You may try to weasel out of answering the question by arguing that constant use of a smartphone is a habit, like saying "to be honest" or "frankly" a lot, and not a physical addiction that one may have to, say, cigarettes, alcohol or cocaine. An interview in the New York Times with Adam Alter, author of "Irresistible: The Rise of Addictive Technology and the Business of Keeping Us Hooked," suggests otherwise. Alter defines addiction as "something you enjoy doing in the short term, that undermines your well-being in the long term—but that you do compulsively anyway," and says that the brain reacts to compulsive video game playing in the same way it reacts to substance abuse.

Alter also discusses a trend among highly successful tech executives in the San Francisco Bay Area to keep their children away from digital devices. These people know something. I'm reminded of a tendency, back when I used to cover the entertainment business, of industry professionals to brag that they don't own a TV. They didn't mind making money off the content they create but they certainly didn't want to get hooked on it themselves.

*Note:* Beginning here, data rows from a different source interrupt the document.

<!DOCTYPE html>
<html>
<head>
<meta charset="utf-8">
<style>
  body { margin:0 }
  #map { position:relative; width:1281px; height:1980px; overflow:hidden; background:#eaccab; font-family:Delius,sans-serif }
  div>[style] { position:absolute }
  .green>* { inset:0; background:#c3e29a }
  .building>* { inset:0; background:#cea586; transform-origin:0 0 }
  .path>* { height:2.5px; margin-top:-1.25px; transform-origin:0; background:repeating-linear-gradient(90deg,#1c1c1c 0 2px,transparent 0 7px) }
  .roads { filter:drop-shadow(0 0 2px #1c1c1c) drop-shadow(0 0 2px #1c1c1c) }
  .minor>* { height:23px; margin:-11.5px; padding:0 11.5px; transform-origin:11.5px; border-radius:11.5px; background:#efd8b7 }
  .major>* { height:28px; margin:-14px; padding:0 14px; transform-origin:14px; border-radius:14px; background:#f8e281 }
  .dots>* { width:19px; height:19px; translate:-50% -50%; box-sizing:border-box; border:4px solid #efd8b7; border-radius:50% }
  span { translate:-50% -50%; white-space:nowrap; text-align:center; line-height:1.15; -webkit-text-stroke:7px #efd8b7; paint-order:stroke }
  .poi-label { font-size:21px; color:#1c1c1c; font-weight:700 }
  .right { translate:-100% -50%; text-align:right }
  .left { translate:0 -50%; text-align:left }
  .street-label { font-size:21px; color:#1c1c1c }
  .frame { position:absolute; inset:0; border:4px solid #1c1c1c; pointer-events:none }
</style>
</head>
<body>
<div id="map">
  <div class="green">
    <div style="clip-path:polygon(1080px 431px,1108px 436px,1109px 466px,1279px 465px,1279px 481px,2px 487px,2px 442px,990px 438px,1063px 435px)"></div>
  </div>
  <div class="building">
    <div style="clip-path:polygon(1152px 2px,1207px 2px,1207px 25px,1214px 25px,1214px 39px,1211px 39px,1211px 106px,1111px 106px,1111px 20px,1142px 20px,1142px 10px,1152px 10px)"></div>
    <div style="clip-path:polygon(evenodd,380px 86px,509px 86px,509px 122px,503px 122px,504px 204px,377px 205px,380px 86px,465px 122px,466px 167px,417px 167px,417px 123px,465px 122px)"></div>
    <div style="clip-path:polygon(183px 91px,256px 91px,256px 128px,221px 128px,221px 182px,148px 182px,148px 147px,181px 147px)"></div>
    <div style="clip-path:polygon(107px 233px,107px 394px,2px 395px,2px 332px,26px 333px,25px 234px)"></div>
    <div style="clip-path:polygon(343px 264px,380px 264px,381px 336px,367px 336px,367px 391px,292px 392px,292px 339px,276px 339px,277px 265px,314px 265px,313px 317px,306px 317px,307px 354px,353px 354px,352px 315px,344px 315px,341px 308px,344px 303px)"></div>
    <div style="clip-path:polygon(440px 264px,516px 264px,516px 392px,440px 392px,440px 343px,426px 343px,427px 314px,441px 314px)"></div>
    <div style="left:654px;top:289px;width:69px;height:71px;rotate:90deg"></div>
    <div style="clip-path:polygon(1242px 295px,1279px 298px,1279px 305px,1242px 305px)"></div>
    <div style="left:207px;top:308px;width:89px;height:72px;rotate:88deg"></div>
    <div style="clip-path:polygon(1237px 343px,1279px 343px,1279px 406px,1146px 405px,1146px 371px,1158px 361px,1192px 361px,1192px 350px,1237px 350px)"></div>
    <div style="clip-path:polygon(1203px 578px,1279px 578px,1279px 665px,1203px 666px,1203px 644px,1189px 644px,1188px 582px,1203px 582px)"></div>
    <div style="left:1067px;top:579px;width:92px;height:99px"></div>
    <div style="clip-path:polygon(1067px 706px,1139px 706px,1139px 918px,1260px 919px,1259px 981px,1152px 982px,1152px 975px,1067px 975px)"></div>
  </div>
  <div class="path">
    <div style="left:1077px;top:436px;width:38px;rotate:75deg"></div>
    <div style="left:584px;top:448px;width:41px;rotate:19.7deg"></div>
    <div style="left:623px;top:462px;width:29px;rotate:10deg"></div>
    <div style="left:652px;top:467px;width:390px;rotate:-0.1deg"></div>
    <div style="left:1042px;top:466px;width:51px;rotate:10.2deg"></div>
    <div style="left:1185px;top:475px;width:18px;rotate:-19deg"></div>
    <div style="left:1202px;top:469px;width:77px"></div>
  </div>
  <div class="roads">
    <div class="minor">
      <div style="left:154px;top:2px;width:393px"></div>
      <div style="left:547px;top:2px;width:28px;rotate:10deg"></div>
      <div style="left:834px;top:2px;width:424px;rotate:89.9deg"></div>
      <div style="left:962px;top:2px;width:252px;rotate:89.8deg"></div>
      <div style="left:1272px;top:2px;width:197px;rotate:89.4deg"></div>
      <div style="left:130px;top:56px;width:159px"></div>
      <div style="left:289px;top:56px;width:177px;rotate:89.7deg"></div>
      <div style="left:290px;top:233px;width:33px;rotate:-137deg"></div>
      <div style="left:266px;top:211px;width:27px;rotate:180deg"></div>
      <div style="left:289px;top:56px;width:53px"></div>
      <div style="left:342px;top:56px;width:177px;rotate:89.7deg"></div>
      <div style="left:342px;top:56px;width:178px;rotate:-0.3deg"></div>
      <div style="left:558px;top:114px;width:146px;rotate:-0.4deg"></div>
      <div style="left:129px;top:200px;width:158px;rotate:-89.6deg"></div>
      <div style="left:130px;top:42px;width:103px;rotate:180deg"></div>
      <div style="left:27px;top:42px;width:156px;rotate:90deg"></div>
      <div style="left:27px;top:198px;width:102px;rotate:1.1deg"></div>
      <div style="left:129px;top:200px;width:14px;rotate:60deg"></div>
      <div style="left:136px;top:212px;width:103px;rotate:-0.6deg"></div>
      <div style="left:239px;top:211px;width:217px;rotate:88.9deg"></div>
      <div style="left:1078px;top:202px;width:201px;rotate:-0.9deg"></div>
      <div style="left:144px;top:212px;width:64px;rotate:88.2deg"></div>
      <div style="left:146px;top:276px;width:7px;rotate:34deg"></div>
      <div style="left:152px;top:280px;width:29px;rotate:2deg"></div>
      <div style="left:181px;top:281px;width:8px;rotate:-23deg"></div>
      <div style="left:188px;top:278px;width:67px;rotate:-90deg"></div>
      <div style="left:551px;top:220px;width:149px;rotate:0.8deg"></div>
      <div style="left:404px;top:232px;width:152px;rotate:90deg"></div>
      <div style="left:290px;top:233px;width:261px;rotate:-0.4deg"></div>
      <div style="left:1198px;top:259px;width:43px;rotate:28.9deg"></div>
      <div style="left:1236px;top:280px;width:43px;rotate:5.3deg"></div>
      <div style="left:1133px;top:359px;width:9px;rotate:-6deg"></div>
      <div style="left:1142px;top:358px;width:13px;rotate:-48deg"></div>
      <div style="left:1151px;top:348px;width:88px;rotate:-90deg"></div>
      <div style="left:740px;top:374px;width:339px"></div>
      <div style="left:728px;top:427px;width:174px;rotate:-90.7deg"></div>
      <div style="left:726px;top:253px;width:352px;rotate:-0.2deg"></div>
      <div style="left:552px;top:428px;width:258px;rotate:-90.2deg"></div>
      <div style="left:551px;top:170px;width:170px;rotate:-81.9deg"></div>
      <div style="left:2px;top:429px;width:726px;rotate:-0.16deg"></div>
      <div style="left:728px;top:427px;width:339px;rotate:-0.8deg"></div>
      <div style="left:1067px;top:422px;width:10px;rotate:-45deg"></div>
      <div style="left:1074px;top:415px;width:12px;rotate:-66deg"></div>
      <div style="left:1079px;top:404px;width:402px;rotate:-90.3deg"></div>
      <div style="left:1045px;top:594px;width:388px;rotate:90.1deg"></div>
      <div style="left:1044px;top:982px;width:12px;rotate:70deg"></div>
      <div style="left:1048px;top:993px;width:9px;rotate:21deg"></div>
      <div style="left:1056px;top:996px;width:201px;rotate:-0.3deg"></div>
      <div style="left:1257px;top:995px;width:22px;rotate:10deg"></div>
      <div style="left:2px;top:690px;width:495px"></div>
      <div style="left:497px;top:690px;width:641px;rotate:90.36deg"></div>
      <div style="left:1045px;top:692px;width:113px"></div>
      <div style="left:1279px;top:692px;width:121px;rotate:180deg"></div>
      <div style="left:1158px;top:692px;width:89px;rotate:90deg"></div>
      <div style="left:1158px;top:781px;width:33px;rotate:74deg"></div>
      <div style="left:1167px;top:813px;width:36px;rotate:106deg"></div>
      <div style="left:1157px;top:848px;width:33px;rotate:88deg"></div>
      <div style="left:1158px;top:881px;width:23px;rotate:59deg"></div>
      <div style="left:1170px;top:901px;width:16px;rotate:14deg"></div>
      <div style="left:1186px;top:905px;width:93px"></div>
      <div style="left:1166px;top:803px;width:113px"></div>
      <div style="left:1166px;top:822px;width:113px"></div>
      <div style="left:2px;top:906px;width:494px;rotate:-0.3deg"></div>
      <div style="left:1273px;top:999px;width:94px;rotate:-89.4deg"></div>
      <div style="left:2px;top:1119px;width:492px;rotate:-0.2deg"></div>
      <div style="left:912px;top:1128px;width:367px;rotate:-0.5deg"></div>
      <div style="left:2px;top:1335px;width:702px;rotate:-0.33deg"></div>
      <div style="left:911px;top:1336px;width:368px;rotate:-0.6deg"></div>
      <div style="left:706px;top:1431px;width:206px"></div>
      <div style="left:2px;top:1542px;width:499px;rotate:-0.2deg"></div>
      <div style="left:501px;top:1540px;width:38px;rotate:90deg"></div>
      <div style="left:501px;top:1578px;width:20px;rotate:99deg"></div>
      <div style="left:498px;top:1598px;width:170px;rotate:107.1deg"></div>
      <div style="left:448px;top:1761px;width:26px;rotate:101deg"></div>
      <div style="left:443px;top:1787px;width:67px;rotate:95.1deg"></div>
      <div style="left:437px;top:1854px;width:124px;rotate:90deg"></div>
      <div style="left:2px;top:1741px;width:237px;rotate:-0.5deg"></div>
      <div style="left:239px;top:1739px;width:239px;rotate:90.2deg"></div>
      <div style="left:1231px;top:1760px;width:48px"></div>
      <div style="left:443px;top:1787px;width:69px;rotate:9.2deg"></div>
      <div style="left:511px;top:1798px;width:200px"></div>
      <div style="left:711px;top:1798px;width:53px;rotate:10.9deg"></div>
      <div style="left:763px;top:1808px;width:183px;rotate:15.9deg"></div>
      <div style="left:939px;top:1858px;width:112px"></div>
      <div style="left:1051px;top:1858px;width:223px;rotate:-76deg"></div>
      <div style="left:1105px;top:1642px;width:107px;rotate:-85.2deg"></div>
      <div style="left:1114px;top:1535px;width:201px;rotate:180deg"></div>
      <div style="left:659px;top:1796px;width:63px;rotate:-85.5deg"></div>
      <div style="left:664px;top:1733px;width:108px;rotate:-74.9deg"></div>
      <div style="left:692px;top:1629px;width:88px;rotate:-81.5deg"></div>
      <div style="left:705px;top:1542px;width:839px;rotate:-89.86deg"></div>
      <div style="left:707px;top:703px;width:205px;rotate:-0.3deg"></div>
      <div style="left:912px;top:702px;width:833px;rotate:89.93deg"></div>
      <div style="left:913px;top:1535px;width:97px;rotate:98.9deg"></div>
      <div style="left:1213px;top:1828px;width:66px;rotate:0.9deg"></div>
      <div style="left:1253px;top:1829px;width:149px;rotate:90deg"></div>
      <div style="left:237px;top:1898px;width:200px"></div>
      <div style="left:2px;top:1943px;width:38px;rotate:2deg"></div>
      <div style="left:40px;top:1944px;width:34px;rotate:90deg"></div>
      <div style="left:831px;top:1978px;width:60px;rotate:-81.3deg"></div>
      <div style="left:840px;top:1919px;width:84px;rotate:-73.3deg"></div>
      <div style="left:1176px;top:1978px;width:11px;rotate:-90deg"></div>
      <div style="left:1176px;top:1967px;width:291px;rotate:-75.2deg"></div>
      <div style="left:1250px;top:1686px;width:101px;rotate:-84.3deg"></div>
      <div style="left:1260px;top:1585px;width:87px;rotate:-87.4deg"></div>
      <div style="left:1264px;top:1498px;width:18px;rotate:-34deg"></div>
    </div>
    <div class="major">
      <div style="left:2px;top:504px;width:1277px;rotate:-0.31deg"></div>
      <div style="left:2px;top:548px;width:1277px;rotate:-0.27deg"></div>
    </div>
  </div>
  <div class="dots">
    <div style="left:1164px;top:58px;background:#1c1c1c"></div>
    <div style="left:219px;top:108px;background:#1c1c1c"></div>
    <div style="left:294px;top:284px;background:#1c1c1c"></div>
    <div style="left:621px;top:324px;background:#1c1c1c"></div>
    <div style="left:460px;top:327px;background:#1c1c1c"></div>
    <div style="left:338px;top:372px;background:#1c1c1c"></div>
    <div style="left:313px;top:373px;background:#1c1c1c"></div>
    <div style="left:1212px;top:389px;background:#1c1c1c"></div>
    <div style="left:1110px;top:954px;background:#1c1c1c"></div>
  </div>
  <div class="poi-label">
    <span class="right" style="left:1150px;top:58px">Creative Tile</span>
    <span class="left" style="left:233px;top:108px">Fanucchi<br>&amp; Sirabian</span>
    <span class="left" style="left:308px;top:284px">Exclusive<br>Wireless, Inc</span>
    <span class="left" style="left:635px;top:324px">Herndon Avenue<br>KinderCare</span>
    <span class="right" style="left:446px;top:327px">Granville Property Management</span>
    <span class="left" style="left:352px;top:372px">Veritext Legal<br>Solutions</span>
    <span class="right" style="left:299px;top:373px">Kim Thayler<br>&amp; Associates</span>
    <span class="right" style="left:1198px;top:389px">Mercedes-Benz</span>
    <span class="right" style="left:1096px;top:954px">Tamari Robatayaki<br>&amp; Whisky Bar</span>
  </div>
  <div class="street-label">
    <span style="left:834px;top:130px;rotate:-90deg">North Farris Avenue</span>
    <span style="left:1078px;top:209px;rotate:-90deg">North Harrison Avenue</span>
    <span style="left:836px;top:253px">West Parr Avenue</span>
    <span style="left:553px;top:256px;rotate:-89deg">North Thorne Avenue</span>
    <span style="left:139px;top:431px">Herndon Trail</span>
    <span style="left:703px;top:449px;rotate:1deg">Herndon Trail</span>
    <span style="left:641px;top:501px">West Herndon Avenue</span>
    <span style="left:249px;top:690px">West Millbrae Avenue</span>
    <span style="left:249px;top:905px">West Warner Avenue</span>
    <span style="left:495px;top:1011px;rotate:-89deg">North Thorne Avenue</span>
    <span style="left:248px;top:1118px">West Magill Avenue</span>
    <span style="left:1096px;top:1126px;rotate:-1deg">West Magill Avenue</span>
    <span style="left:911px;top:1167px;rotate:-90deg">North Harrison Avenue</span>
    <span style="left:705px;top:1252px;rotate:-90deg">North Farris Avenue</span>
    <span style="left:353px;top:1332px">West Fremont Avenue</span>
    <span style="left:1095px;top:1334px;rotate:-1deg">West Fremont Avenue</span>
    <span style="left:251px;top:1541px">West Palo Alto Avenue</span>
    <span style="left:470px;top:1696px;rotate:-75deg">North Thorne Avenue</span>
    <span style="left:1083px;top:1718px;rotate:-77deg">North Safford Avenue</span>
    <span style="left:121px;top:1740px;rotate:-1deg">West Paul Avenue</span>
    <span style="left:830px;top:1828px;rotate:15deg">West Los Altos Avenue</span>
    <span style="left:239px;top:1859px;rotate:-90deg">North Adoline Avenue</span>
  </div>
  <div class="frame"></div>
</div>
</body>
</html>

Brand communicators can't afford to lock away their smartphones for three-hour chunks during workweeks, however you define a workweek. They're paid to stay connected, monitor brand sentiment, protect and enhance their brand's or their clients' reputations. They're not, presumably, kids who shut themselves in for days at a time playing games and using social media. Yet the requirements of their jobs put them at risk of addiction to digital devices. Even worse, if they're addicted and they have kids, those kids—seeing that it's OK for mom or dad to always be looking at their phone—may end becoming the hooked shut-ins Alter talks about.

I came up with this simple, unscientific test to gauge your addiction to your smartphone. It proceeds from the assumption that it's not a question of whether or not you're addicted, it's a question of how much.

  1. Do you generally use your smartphone for reasons that have nothing to do with your professional responsibilities or with the safety and welfare of friends and family?
  2. Can more than 50% of your actions on your smartphone be eliminated from your life with no suffering as a result?
  3. Are you always aware of where your smartphone is at any given moment—at home, work or on the road?
  4. Does your smartphone call out to you silently to pick it up when it's not in your hand?
  5. Do you get annoyed when someone interrupts your use of your smartphone, even if you're using it for something that has zero importance or value?
  6. Are you reading this on your smartphone?

If you answered yes to just one of these questions, you're hooked, but you're not a danger to yourself or others. If you answered yes to two or more of these questions, you've got a P-R-O-B-L-E-M.